## EXERCISE
Could you return every line of the material that contains the word "hidden"?

## MATERIAL SHOWN

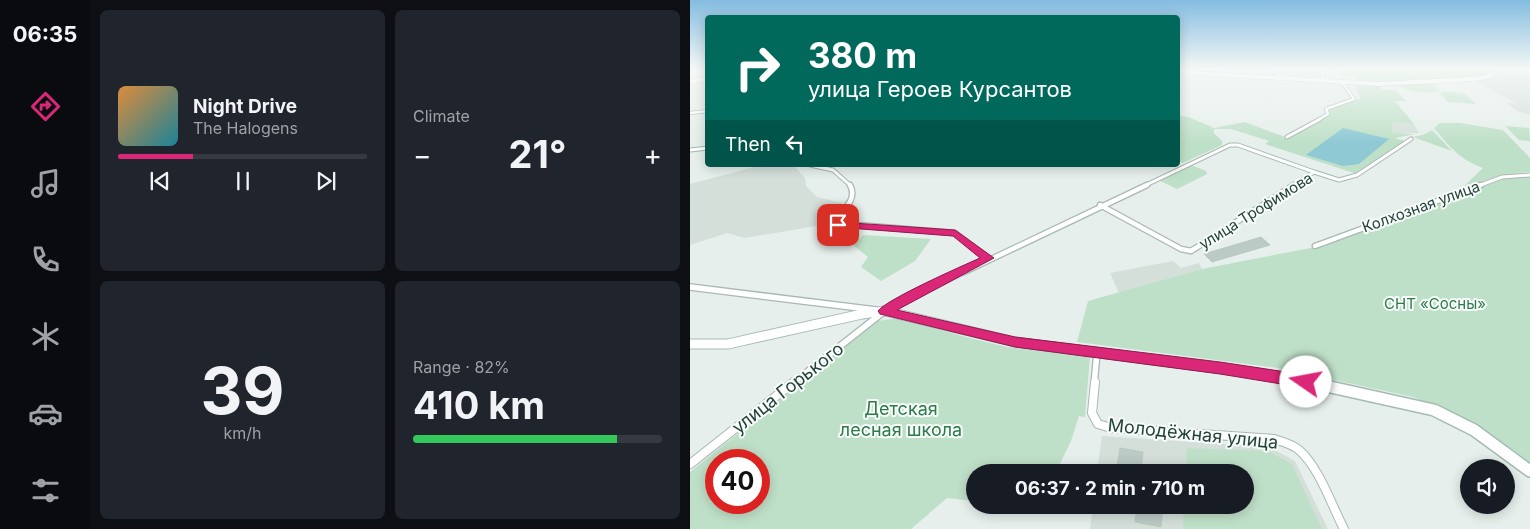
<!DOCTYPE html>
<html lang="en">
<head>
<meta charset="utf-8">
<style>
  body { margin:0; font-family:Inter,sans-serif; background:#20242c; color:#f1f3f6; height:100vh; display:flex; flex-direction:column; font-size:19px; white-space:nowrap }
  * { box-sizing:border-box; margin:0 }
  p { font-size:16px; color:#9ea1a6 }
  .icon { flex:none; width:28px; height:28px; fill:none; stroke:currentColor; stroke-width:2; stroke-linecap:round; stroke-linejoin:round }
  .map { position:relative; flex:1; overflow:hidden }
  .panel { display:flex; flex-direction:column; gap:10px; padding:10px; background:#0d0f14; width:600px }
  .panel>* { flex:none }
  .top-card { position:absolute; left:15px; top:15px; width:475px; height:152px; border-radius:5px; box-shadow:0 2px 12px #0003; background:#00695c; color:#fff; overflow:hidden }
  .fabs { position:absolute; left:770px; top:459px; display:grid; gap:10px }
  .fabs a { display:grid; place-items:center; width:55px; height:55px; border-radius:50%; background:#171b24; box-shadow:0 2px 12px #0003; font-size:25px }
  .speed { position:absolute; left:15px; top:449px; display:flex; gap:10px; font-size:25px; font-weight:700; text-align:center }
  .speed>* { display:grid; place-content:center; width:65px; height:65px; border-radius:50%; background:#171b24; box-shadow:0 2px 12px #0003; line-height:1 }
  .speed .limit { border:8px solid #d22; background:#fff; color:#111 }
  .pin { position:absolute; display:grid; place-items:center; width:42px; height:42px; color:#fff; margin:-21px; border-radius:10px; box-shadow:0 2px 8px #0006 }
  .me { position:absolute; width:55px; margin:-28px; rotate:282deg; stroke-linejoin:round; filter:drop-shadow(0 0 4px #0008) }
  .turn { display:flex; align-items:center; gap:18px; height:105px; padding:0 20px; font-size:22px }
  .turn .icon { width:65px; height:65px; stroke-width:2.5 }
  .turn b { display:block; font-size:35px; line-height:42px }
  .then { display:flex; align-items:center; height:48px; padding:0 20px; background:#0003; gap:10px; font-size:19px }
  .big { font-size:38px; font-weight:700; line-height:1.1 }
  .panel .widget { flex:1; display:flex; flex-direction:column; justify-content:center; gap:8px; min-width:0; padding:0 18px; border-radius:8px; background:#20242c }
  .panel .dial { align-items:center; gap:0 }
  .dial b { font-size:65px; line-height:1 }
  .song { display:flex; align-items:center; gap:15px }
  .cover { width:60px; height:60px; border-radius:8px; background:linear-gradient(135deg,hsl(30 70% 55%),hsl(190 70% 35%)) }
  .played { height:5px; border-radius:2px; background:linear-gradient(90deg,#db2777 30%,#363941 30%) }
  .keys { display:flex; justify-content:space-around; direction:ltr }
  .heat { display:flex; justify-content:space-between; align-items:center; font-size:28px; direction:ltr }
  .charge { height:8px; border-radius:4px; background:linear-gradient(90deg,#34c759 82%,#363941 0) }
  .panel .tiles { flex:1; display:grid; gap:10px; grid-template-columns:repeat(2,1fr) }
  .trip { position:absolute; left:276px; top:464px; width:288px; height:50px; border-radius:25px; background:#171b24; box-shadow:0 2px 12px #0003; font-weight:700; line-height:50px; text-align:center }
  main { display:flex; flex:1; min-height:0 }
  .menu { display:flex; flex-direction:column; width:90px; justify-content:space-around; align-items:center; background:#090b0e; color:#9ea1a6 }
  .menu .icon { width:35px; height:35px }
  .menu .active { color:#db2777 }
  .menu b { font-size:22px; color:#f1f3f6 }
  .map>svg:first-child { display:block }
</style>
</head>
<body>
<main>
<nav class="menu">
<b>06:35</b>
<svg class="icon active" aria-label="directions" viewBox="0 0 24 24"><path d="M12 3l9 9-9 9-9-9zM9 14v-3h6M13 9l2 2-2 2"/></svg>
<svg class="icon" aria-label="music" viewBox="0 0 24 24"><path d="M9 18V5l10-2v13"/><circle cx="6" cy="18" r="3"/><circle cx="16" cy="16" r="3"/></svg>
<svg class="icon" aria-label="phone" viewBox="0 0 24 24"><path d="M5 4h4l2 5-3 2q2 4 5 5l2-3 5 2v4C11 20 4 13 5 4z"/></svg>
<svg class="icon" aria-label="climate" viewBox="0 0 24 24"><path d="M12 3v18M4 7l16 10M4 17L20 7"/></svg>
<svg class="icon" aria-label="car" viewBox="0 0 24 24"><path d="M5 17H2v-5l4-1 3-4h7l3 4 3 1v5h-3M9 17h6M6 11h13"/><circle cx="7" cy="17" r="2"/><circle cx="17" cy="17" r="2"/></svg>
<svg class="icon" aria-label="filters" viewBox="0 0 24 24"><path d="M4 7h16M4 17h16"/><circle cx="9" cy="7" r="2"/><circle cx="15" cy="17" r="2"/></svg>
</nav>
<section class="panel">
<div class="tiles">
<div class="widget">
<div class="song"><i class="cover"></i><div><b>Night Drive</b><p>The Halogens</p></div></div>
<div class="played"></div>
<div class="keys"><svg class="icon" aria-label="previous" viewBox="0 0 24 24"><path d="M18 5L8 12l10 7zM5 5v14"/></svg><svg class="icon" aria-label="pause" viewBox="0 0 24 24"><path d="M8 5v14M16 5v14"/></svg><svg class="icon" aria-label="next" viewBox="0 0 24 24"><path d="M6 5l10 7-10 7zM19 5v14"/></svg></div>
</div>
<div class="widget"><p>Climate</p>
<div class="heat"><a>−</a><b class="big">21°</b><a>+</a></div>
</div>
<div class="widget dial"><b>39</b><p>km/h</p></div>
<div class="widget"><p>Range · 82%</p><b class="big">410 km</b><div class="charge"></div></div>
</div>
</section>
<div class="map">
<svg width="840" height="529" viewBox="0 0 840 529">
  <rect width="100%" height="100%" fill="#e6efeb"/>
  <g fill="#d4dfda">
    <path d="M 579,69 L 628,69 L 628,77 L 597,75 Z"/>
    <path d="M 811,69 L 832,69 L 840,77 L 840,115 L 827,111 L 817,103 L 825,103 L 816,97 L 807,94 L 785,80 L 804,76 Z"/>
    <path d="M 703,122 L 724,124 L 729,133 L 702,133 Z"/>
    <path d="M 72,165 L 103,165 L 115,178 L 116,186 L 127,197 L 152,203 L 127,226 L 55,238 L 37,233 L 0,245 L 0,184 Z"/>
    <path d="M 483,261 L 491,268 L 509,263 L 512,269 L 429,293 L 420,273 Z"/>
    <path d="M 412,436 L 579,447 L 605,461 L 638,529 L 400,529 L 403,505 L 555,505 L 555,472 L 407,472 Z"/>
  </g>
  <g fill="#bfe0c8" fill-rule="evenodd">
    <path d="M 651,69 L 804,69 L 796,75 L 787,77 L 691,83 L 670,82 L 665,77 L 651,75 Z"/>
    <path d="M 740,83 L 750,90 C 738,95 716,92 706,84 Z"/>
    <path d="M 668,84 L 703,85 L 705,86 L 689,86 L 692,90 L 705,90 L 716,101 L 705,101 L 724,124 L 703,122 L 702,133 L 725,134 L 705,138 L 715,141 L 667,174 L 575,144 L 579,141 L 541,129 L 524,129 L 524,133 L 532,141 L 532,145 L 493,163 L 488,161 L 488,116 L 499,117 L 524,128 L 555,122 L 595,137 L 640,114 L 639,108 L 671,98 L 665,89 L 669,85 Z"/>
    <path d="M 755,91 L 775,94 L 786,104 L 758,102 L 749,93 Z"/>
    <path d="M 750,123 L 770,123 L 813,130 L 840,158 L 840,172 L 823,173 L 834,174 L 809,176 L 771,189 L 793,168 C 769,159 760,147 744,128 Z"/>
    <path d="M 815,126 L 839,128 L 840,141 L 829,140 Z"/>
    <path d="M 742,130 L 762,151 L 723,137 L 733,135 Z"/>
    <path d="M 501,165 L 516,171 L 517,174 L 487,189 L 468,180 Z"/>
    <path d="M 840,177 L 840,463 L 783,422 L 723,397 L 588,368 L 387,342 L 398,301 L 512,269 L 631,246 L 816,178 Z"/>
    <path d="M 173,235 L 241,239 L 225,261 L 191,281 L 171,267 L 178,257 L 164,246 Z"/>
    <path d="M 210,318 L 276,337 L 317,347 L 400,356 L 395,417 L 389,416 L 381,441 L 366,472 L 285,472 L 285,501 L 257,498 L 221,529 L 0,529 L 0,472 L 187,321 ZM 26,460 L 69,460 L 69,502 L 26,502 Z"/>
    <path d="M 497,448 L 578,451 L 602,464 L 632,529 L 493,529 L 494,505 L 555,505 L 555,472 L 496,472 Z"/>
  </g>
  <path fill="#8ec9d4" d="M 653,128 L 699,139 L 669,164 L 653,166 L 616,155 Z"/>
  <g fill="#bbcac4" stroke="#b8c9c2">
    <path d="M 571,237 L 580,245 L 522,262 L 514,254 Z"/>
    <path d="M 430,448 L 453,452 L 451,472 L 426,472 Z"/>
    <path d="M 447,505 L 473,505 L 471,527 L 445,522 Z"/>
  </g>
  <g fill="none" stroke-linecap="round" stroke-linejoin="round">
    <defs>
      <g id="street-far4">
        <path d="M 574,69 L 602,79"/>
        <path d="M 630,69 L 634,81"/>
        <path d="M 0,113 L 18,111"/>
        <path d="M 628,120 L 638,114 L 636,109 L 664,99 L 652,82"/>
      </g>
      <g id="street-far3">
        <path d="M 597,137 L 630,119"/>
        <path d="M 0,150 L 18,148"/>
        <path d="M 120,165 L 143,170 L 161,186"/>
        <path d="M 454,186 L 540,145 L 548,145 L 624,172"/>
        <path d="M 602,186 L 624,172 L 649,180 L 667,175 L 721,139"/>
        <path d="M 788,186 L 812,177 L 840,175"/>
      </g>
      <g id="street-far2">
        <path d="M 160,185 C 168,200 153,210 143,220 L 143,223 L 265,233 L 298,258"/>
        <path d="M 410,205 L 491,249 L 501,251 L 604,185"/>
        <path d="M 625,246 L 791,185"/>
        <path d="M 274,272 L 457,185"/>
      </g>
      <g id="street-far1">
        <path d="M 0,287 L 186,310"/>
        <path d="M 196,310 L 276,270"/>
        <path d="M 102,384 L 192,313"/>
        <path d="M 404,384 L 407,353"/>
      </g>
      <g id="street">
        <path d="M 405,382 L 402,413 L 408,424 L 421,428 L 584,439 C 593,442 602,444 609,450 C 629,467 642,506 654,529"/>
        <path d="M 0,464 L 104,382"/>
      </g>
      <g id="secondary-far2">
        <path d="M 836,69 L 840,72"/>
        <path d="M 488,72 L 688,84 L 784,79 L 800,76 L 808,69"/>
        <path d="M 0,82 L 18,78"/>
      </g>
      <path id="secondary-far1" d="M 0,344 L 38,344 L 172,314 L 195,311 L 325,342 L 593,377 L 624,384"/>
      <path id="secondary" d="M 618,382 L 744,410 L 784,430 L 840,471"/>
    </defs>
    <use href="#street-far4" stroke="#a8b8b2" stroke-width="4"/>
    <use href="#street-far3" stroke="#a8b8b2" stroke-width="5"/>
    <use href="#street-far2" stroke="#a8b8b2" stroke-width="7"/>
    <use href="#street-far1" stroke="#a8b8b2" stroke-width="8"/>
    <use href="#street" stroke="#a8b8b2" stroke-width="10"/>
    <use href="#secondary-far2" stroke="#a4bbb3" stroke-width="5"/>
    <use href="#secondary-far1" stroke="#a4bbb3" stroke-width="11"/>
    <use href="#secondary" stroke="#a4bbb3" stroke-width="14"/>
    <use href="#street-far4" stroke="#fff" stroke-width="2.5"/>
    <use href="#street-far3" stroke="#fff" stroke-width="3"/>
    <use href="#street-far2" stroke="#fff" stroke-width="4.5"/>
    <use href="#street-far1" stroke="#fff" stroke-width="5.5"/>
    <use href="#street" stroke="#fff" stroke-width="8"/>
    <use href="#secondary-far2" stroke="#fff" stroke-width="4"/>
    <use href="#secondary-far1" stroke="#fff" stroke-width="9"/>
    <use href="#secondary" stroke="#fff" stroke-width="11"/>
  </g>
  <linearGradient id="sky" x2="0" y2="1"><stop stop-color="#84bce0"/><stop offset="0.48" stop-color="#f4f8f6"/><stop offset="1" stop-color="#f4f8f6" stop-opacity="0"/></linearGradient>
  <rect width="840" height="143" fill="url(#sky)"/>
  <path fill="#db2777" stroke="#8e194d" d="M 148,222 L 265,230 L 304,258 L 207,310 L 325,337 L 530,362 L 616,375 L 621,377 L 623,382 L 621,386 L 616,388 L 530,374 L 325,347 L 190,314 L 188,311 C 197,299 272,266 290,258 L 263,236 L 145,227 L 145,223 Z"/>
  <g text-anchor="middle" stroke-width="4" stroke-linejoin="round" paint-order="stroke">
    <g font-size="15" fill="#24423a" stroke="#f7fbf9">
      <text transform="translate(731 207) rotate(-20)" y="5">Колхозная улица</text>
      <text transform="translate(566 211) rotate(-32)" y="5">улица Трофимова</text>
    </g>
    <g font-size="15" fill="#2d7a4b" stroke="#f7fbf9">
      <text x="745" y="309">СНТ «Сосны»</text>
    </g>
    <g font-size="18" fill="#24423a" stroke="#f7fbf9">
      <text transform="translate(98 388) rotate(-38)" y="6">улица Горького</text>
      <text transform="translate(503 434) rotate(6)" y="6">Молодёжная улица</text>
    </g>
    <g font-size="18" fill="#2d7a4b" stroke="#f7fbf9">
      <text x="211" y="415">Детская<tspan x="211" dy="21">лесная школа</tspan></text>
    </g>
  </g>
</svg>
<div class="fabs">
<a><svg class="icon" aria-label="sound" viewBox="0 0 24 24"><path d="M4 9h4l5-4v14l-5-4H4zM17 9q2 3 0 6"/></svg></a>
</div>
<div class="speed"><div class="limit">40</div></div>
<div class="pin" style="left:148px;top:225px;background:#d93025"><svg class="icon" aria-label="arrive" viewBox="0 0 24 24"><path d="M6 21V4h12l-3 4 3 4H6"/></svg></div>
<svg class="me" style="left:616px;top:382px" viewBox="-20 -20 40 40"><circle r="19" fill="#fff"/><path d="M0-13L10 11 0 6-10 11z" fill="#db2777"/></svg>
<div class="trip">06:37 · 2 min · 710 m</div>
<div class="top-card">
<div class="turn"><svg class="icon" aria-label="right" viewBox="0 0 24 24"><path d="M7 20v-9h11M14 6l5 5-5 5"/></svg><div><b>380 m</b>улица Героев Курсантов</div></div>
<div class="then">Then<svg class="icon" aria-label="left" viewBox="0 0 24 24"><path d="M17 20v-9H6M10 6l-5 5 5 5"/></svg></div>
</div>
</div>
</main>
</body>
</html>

## OUTPUT BELOW
  .map { position:relative; flex:1; overflow:hidden }
  .top-card { position:absolute; left:15px; top:15px; width:475px; height:152px; border-radius:5px; box-shadow:0 2px 12px #0003; background:#00695c; color:#fff; overflow:hidden }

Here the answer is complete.